- Born: 1935 Hama, Syria
- Died: 1989 (aged 53–54) Amman, Jordan
- Education: Damascus University
- Organization: Muslim Brotherhood of Syria

= Saʽid Ḥawwa =

Said Hawwa (سعيد حوى, Saīd Ḥawwá) (1935–1989) was a prominent Syrian Hanafi scholar, a symbol of resistance to Hafez al-Assad and a leading member and prominent ideologue in the Muslim Brotherhood of Syria. Hawwa authored a large number of books that dealt with the proper organizational principles and structures for Islamist organizations, the proper spiritual and practical training for Muslim activists, and issues of interpretation, jurisprudence, and creed in Islam.
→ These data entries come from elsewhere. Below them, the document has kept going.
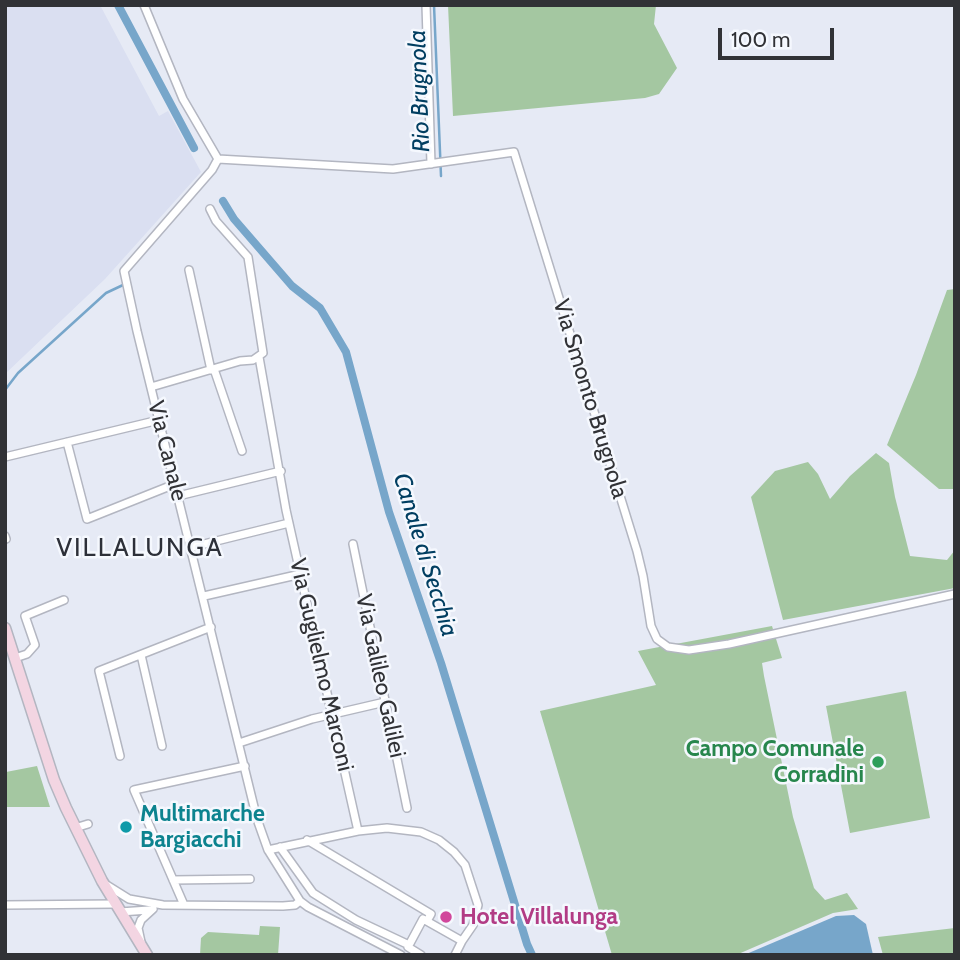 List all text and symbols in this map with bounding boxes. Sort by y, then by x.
scale bar [722,14,838,58]
text: 100 m [731,27,790,52]
water label: Rio Brugnola [403,29,437,153]
street label: Via Smonto Brugnola [547,296,633,502]
street label: Via Canale [141,398,193,504]
water label: Canale di Secchia [386,470,464,640]
district label: VILLALUNGA [57,532,223,564]
street label: Via Guglielmo Marconi [283,556,359,774]
street label: Via Galileo Galilei [349,592,411,760]
place label: Campo Comunale Corradini [686,735,864,789]
marker: Campo Comunale Corradini [870,754,886,770]
place label: Multimarche Bargiacchi [140,800,265,854]
marker: Multimarche Bargiacchi [118,819,134,835]
place label: Hotel Villalunga [460,903,618,931]
marker: Hotel Villalunga [438,909,454,925]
As a high-ranking member of the Syrian Brotherhood, he was involved in the escalating unrest directed against the Ba`thist regime throughout the 1960s and 1970s and played a key role from exile in the latter part of the failed Islamist uprising in Syria of 1976–1982.

Hawwa was also an early prominent scholar known for his vocal opposition to Iran's Khomeinist movement. In his treatise "Khomeini, Deviation in Doctrines, Deviation in Positions", Hawwa denounced Khomeini's beliefs as heretical and attacked Khomeinist revolution as a project to expand Iranian influence in the Arab World. Hawwa's treatise made a huge impact amongst Sunnis in the Muslim World, who were becoming increasingly opposed to Iranian policies.

==Life and career ==
===Early life in Hama===

Hawwa was born in 1935 and grew up in the `Aliliyat (Arabic العليليات) quarter of the central Syrian city of Hama. According to Hawwa' autobiography, his father's family was descended from the al-Na`im tribe, which traced its lineage back to the Prophet Muhammad, while his mother's family belonged to the al-Muwali clan. Due to the death of his mother and the temporary forced exile of his father as the result of a feud, Hawwa was raised in his early years by his grandmother. Following the return of his father to Hama, Hawwa worked alongside him in his wholesale produce business.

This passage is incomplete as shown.